*Assigned task*
Copy each line of the entries below that contains the string "filters".

(Dataset entries)
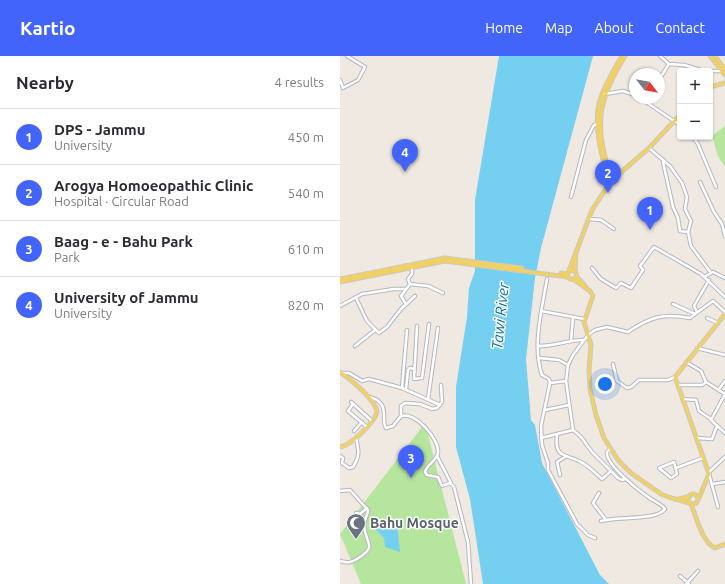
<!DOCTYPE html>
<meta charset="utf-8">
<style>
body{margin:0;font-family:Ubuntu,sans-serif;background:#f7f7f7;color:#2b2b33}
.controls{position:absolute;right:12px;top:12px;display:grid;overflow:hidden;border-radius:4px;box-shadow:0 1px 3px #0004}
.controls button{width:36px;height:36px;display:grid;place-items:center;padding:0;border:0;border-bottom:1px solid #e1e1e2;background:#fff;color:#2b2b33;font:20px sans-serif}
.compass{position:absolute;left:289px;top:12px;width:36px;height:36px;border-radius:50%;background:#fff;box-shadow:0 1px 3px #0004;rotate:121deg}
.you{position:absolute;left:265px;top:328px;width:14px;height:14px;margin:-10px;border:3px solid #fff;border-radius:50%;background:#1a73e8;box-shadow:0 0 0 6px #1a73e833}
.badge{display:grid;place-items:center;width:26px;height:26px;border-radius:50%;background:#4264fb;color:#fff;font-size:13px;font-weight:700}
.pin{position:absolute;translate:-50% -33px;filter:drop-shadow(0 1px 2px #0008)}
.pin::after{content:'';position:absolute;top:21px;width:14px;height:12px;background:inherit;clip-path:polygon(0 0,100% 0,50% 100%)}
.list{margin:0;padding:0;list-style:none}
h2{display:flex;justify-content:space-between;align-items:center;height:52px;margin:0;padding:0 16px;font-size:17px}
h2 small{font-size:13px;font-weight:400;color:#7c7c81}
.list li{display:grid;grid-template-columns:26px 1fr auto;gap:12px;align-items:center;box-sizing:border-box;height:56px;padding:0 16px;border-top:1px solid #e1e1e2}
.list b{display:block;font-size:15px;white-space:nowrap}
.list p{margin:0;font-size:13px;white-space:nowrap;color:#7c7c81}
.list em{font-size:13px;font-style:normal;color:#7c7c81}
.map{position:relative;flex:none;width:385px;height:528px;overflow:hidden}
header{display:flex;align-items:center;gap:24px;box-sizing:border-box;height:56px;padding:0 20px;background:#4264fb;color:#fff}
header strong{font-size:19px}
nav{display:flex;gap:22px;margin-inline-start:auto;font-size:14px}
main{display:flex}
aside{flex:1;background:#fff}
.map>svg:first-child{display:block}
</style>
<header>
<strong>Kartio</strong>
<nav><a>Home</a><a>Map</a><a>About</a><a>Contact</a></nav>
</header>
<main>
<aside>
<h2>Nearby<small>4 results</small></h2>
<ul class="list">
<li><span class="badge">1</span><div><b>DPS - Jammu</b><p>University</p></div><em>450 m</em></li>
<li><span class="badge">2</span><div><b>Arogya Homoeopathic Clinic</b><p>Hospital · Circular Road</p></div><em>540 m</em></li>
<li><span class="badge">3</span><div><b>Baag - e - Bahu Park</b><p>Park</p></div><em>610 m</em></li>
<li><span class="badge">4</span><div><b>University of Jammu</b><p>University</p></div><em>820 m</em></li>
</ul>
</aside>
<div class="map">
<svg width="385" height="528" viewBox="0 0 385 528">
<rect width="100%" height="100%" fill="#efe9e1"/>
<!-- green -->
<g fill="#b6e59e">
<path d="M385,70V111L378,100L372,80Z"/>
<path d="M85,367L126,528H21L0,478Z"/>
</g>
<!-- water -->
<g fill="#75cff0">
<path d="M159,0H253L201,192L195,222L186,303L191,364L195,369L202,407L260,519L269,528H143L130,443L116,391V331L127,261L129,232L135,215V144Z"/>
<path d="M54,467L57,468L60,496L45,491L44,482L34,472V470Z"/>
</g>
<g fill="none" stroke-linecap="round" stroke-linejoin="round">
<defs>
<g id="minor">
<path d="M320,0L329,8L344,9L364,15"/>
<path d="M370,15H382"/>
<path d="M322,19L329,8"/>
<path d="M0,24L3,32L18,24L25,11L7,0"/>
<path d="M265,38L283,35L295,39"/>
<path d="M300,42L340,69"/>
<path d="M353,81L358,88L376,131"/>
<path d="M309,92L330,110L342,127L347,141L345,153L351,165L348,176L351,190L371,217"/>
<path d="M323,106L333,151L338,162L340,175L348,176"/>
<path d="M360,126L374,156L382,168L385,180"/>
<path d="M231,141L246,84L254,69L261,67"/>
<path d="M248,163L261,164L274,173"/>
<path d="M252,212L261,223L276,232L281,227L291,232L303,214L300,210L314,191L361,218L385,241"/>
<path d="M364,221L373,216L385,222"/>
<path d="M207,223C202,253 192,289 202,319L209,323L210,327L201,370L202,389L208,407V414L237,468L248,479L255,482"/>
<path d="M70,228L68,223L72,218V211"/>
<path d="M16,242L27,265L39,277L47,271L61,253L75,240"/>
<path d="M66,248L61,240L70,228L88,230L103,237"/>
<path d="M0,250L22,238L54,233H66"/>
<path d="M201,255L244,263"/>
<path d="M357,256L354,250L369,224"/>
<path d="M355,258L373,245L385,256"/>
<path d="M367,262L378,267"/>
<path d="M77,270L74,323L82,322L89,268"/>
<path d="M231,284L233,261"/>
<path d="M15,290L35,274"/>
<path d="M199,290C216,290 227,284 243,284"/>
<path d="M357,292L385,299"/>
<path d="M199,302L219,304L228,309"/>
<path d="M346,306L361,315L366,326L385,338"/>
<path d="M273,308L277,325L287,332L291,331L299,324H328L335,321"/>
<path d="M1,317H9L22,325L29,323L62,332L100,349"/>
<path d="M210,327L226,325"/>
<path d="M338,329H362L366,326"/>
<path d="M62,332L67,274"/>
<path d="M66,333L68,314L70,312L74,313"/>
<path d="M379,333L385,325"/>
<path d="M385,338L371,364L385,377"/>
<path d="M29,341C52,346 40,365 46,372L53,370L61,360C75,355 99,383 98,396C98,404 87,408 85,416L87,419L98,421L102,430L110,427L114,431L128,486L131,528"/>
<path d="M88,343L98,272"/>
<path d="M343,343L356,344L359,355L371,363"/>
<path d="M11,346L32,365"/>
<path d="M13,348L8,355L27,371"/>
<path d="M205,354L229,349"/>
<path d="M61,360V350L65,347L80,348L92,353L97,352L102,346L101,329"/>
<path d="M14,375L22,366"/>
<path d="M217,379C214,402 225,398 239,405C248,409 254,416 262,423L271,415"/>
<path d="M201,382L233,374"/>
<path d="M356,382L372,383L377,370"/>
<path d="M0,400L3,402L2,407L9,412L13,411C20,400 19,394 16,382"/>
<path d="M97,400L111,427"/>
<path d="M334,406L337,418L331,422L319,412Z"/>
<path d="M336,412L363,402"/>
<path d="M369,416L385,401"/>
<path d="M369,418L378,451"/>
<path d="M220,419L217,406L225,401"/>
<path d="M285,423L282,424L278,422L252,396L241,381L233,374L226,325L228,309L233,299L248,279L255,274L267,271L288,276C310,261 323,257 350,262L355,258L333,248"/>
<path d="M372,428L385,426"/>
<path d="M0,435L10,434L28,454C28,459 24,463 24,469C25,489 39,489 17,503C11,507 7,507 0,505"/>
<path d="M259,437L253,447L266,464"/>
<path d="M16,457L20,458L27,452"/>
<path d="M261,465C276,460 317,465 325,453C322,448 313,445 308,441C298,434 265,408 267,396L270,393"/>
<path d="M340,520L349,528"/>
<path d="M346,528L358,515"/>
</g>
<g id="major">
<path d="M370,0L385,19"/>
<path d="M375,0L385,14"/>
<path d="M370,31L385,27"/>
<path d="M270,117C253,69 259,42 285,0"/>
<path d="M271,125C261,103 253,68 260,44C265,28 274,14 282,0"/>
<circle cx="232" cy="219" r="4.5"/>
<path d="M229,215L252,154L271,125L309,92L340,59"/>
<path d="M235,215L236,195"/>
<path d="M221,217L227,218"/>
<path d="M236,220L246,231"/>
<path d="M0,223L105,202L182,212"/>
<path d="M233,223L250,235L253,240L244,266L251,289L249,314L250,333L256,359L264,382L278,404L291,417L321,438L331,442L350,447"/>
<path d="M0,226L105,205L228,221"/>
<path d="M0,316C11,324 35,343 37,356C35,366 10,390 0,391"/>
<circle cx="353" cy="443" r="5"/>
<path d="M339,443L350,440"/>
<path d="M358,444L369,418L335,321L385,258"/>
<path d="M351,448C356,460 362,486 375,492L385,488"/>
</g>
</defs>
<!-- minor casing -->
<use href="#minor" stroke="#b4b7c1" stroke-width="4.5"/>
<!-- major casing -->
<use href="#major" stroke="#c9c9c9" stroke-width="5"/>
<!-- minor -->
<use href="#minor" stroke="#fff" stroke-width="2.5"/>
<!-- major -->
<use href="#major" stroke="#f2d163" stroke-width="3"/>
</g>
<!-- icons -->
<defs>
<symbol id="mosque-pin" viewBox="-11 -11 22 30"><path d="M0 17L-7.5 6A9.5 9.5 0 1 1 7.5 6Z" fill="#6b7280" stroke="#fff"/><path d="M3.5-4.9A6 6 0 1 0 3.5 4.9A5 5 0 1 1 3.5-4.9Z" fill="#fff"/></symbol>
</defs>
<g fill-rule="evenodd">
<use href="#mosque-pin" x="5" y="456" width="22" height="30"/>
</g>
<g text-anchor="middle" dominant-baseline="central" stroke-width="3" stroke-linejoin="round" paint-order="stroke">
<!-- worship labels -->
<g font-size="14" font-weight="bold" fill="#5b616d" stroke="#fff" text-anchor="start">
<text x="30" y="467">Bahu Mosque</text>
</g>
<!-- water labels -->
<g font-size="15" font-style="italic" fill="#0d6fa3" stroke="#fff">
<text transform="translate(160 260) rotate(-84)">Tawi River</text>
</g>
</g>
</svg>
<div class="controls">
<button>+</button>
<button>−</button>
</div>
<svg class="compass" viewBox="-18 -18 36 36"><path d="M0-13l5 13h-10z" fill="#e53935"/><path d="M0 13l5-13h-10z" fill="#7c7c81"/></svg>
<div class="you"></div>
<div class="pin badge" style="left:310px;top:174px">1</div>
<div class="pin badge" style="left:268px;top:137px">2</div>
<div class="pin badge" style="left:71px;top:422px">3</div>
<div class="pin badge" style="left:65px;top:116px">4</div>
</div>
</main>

---

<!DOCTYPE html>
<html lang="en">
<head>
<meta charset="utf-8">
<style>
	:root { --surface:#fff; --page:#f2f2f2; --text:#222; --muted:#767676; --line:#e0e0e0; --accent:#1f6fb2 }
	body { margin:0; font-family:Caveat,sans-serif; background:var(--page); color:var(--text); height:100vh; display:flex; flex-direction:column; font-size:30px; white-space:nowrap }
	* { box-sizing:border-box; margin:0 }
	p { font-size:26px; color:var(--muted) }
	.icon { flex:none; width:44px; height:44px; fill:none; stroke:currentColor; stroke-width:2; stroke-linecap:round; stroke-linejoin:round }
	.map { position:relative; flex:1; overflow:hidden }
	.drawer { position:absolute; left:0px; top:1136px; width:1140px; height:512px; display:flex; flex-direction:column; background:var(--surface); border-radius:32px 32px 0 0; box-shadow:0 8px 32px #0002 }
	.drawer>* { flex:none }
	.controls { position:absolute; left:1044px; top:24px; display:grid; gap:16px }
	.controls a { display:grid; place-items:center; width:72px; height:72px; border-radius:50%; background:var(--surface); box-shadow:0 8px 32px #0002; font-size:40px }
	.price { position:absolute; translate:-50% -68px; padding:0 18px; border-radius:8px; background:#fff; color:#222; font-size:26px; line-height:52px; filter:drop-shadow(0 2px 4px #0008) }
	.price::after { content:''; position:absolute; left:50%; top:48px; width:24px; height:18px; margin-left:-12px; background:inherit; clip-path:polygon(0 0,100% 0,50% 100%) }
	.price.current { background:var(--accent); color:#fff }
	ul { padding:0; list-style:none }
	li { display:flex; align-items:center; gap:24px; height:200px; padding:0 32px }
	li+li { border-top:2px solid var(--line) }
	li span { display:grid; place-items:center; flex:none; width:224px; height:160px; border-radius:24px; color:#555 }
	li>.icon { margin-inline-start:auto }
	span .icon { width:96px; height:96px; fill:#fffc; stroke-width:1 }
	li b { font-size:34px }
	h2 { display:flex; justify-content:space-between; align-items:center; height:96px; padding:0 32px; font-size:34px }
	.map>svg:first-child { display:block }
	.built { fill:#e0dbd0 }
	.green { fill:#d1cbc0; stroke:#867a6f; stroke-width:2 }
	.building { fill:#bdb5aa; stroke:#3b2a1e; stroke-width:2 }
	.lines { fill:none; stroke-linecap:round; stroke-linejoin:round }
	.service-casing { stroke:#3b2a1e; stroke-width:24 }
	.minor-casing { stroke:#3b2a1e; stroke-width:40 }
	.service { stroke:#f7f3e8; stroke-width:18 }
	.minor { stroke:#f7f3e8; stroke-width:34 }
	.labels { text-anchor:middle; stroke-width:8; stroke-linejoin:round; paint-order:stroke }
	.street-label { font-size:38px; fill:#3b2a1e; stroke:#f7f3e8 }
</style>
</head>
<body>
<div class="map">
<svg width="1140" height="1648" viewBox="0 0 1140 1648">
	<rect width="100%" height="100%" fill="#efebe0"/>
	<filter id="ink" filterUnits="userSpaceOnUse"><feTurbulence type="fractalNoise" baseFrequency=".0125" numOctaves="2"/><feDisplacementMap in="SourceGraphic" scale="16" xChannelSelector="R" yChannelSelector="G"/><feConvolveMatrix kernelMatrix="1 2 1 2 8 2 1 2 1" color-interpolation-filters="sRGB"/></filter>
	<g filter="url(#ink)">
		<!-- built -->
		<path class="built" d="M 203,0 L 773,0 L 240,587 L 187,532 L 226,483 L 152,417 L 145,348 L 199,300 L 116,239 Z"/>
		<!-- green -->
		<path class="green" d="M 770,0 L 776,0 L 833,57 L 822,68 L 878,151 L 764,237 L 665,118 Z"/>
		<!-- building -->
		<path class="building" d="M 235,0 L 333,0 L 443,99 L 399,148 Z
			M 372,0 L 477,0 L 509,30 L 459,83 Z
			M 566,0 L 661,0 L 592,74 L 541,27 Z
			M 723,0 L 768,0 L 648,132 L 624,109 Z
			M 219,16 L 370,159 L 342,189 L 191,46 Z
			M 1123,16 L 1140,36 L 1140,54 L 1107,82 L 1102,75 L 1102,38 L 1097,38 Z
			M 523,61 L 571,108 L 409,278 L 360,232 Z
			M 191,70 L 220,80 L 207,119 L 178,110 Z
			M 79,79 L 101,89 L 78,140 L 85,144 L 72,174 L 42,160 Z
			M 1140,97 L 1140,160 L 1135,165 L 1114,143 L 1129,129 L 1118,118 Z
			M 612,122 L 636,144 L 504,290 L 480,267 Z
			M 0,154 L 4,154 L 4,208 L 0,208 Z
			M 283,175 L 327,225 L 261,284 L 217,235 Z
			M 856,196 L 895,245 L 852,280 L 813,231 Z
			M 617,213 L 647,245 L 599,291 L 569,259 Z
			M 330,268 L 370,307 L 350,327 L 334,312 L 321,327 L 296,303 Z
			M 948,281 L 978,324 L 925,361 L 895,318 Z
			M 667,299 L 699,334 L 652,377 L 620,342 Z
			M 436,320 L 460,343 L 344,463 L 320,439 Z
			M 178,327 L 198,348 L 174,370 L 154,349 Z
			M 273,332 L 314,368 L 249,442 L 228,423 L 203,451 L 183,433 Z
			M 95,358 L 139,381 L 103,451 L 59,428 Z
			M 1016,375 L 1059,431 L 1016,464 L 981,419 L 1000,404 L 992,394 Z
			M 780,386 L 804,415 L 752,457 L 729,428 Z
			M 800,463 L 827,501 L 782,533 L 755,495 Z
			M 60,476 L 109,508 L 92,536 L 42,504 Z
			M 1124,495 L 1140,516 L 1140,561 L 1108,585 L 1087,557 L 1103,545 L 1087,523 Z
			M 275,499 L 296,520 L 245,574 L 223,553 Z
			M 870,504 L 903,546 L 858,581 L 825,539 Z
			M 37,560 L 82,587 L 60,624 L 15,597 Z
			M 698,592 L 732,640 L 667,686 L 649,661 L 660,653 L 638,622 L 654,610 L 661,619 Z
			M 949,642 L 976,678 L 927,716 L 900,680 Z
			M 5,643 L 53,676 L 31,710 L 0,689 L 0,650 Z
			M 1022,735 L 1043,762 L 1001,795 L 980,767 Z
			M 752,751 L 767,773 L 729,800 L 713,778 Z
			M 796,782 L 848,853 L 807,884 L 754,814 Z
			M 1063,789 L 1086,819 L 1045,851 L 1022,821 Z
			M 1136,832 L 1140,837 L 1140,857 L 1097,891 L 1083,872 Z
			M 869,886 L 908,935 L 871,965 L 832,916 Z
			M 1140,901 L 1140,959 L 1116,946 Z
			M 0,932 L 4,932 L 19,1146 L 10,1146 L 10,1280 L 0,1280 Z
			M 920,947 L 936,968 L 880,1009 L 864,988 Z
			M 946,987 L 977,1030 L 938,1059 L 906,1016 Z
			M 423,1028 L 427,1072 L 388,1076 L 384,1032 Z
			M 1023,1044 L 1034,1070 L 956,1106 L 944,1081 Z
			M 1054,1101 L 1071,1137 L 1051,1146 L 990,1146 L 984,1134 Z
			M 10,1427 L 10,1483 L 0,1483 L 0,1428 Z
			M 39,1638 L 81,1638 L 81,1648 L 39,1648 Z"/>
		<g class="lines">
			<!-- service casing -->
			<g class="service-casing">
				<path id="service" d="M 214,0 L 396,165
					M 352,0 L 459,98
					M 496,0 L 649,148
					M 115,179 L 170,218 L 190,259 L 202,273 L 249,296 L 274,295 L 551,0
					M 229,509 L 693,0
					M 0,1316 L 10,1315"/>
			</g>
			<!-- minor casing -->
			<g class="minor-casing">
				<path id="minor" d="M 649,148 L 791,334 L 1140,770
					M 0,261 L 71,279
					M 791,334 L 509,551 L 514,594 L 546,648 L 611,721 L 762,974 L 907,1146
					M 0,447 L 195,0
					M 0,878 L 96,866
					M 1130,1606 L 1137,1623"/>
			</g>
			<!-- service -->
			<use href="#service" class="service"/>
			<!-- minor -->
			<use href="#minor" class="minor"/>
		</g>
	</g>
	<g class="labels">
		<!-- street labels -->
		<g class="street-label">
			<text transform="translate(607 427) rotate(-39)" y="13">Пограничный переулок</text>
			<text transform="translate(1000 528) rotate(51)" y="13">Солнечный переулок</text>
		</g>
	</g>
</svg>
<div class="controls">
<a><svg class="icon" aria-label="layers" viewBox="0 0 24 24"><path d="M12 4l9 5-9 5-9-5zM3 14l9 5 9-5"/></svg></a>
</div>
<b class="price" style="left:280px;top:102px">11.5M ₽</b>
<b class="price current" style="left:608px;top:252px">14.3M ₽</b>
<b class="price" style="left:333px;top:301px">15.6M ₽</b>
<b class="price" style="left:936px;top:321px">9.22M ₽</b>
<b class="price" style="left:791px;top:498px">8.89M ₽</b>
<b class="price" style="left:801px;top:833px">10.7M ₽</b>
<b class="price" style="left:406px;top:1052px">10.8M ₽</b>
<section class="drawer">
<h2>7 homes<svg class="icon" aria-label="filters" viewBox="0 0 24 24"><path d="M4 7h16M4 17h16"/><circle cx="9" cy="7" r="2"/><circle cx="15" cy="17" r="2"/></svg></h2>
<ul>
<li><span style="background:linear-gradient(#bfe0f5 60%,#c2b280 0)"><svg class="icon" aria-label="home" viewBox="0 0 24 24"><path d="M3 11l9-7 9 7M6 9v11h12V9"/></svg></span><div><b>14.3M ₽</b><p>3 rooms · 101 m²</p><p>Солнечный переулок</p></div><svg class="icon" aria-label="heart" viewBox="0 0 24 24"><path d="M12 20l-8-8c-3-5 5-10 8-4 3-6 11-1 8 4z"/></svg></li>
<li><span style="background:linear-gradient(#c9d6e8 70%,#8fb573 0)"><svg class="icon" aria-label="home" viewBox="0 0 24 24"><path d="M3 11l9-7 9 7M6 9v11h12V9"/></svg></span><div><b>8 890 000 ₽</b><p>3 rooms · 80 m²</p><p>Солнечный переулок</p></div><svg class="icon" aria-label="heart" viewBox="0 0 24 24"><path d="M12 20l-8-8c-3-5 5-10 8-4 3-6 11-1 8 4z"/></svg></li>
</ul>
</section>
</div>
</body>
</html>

*Answer box*
	<filter id="ink" filterUnits="userSpaceOnUse"><feTurbulence type="fractalNoise" baseFrequency=".0125" numOctaves="2"/><feDisplacementMap in="SourceGraphic" scale="16" xChannelSelector="R" yChannelSelector="G"/><feConvolveMatrix kernelMatrix="1 2 1 2 8 2 1 2 1" color-interpolation-filters="sRGB"/></filter>
<h2>7 homes<svg class="icon" aria-label="filters" viewBox="0 0 24 24"><path d="M4 7h16M4 17h16"/><circle cx="9" cy="7" r="2"/><circle cx="15" cy="17" r="2"/></svg></h2>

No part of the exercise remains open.